As people in the Data Hoarding and archiving communities have pointed out, on January 21, there were 307,854 datasets on data.gov. As of Thursday, there are 305,564 datasets. Many of the deletions happened immediately after Trump was inaugurated, according to snapshots of the website saved on the Internet Archive’s Wayback Machine. Harvard University researcher Jack Cushman has been taking snapshots of Data.gov’s datasets both before and after the inauguration, and has worked to create a full archive of the data.

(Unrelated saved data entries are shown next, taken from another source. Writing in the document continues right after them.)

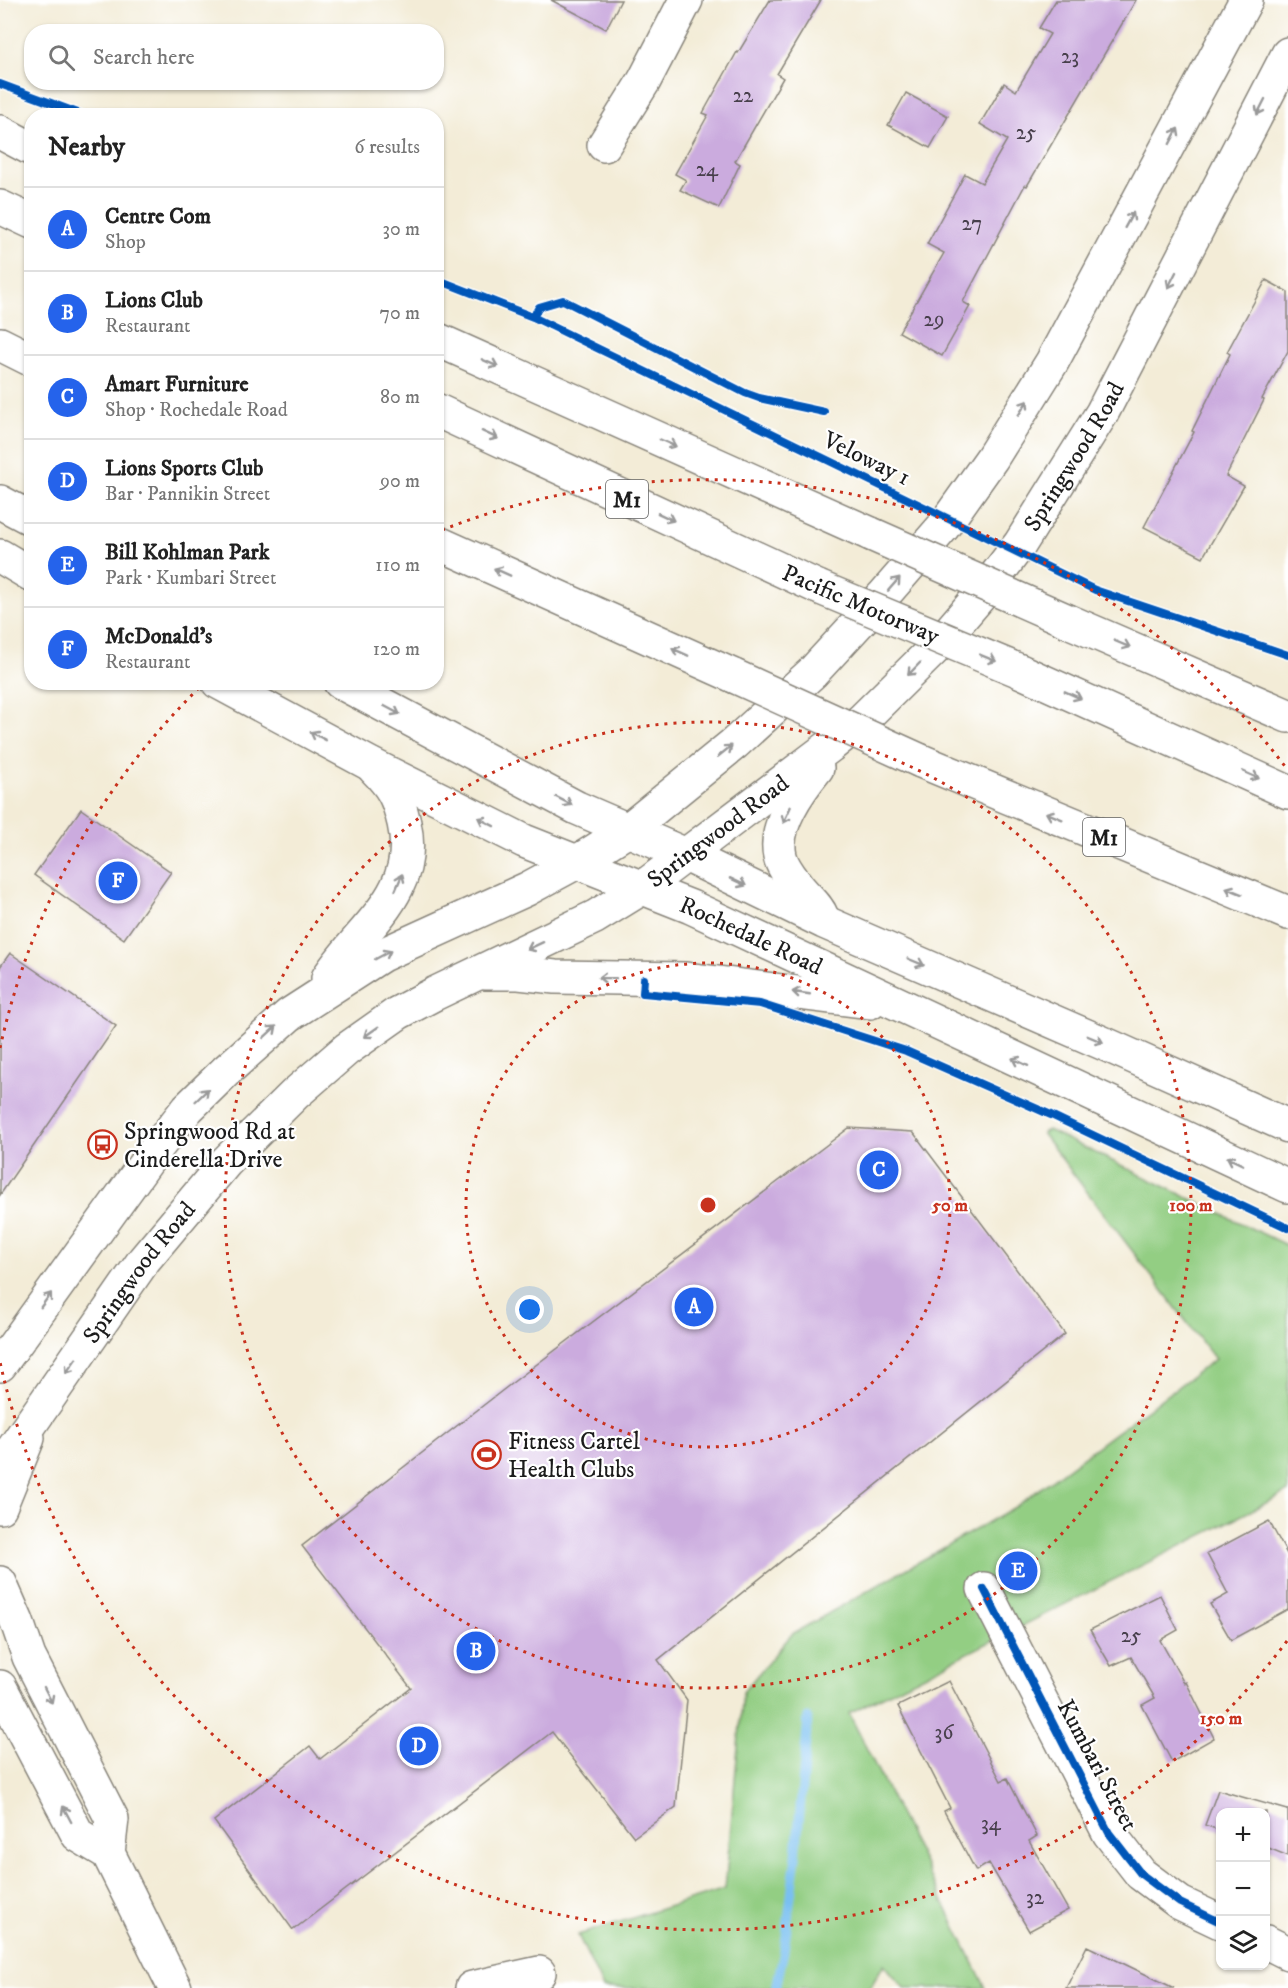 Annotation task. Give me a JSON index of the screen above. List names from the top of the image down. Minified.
{"streets":{"main road":["Springwood Road","M1","Pacific Motorway","Rochedale Road","Kumbari Street"],"cycle path":["Veloway 1"]},"crossings":[["Springwood Road","Rochedale Road"]],"places":{"bus stop":["Springwood Rd at Cinderella Drive"],"sports":["Fitness Cartel Health Clubs"]},"house_numbers":["23","22","25","24","27","29","25","36","34","32"],"page":{"search":"Search here","heading":["Nearby","6 results"],"list":[{"mark":"A","name":"Centre Com","note":"Shop","value":"30 m"},{"mark":"B","name":"Lions Club","note":"Restaurant","value":"70 m"},{"mark":"C","name":"Amart Furniture","note":"Shop · Rochedale Road","value":"80 m"},{"mark":"D","name":"Lions Sports Club","note":"Bar · Pannikin Street","value":"90 m"},{"mark":"E","name":"Bill Kohlman Park","note":"Park · Kumbari Street","value":"110 m"},{"mark":"F","name":"McDonald's","note":"Restaurant","value":"120 m"}],"pins":["F","C","A","E","B","D"],"map_buttons":["+","−"]},"rings":["50 m","100 m","150 m"]} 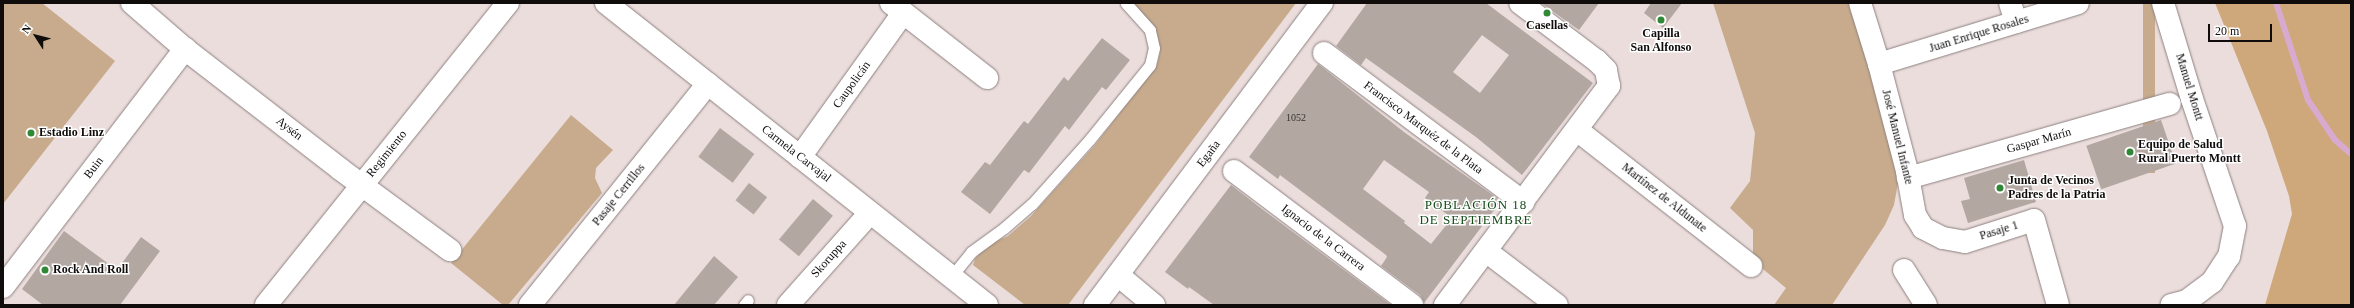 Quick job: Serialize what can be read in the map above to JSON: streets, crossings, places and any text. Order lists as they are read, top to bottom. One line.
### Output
{"streets":{"street":["Juan Enrique Rosales","Caupolicán","Manuel Montt","Francisco Marquéz de la Plata","Aysén","José Manuel Infante","Gaspar Marín","Regimiento","Carmela Carvajal","Egaña","Buin","Pasaje Cerrillos","Martínez de Aldunate","Pasaje 1","Ignacio de la Carrera","Skoruppa"]},"crossings":[["Juan Enrique Rosales","José Manuel Infante"],["Caupolicán","Carmela Carvajal"],["Aysén","Regimiento"],["Aysén","Buin"],["José Manuel Infante","Gaspar Marín"],["José Manuel Infante","Pasaje 1"],["Carmela Carvajal","Pasaje Cerrillos"],["Carmela Carvajal","Skoruppa"]],"districts":["POBLACIÓN 18 DE SEPTIEMBRE"],"places":["Casellas","Capilla San Alfonso","Estadio Linz","Equipo de Salud Rural Puerto Montt","Junta de Vecinos Padres de la Patria","Rock And Roll"],"house_numbers":["1052"],"scale_bar":"20 m","north":"top left"} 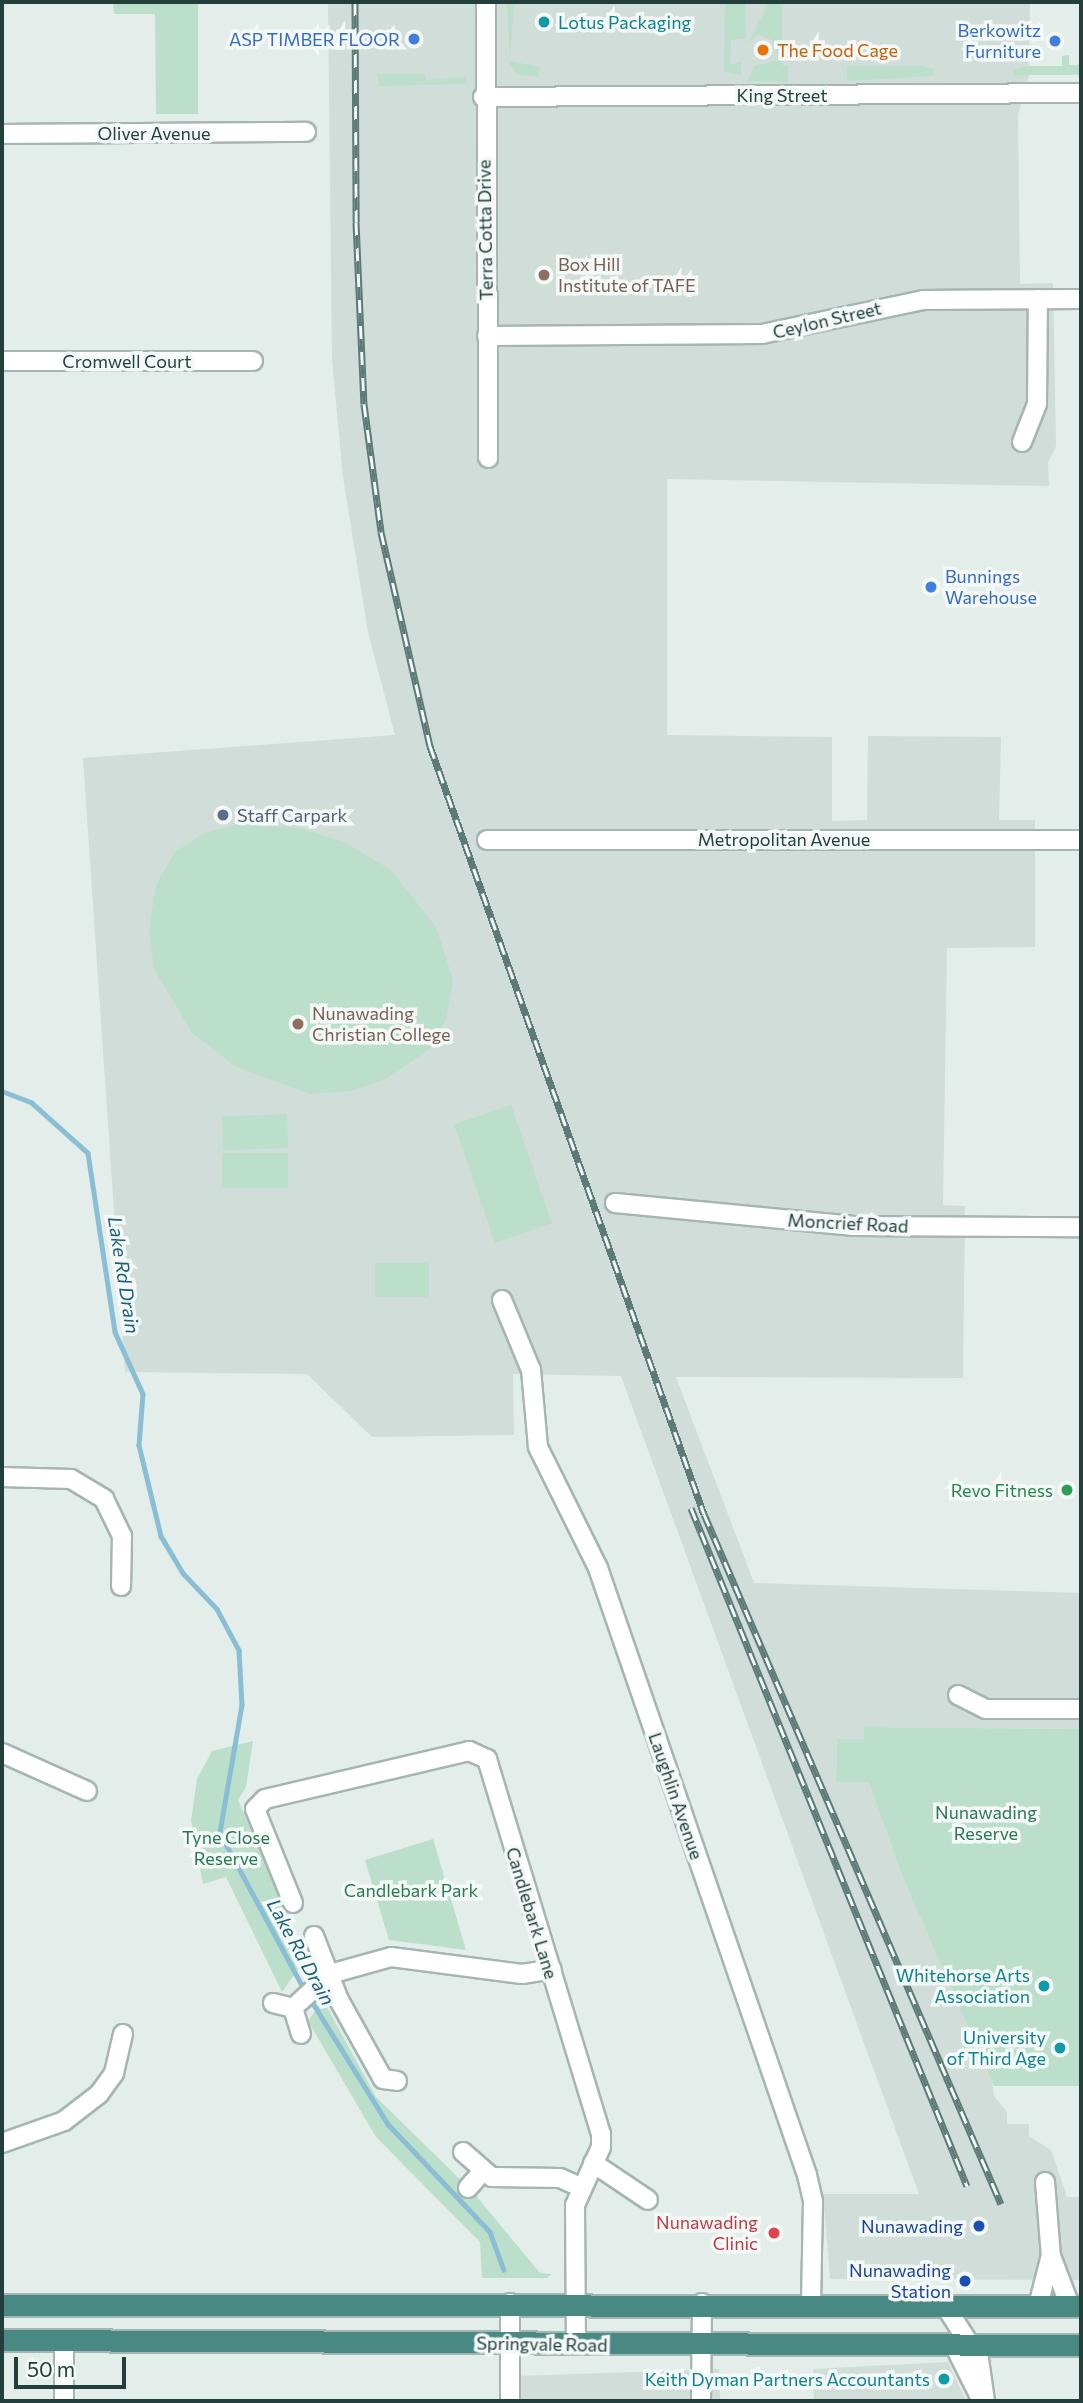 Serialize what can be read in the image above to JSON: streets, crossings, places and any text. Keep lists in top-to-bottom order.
{
  "streets": {
    "highway": ["Springvale Road"],
    "street": [
      "King Street",
      "Oliver Avenue",
      "Terra Cotta Drive",
      "Ceylon Street",
      "Cromwell Court",
      "Metropolitan Avenue",
      "Moncrief Road",
      "Laughlin Avenue",
      "Candlebark Lane"
    ]
  },
  "crossings": [
    ["King Street", "Terra Cotta Drive"],
    ["Terra Cotta Drive", "Ceylon Street"],
    ["Candlebark Lane", "Springvale Road"]
  ],
  "water": ["Lake Rd Drain"],
  "parks": ["Nunawading Reserve", "Tyne Close Reserve", "Candlebark Park"],
  "places": [
    "Lotus Packaging",
    "ASP TIMBER FLOOR",
    "Berkowitz Furniture",
    "The Food Cage",
    "Box Hill Institute of TAFE",
    "Bunnings Warehouse",
    "Staff Carpark",
    "Nunawading Christian College",
    "Revo Fitness",
    "Whitehorse Arts Association",
    "University of Third Age",
    "Nunawading",
    "Nunawading Clinic",
    "Nunawading Station",
    "Keith Dyman Partners Accountants"
  ],
  "scale_bar": "50 m"
} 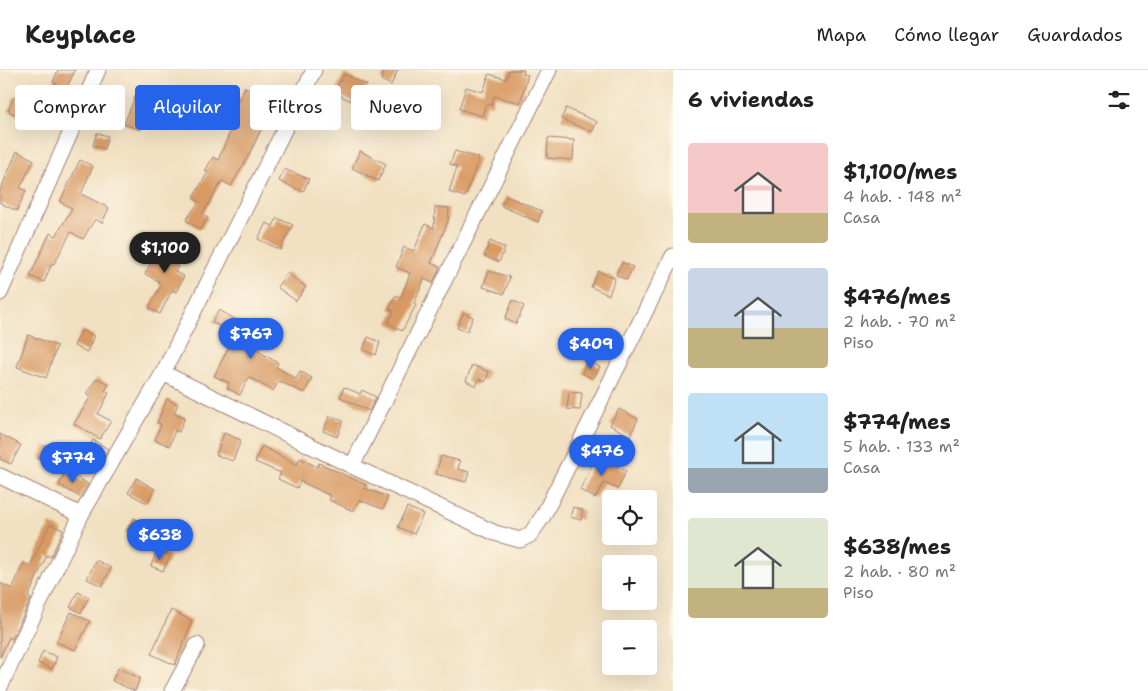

Because data.gov is an aggregator that doesn’t always host the data itself, this doesn’t always mean that the data itself has been deleted, that it doesn’t exist elsewhere on federal government websites, or that it won’t be re-hosted elsewhere. Further research will be necessary to determine what has happened to any given dataset, or to see if it turns up elsewhere on a government website. For example, 404 Media found some datasets in Cushman’s analysis that are no longer accessible on data.gov but can still be found on individual agency websites; we also found some datasets that seem to still exist because data.gov links to working websites but give a file-not-found error message when trying to download the file itself.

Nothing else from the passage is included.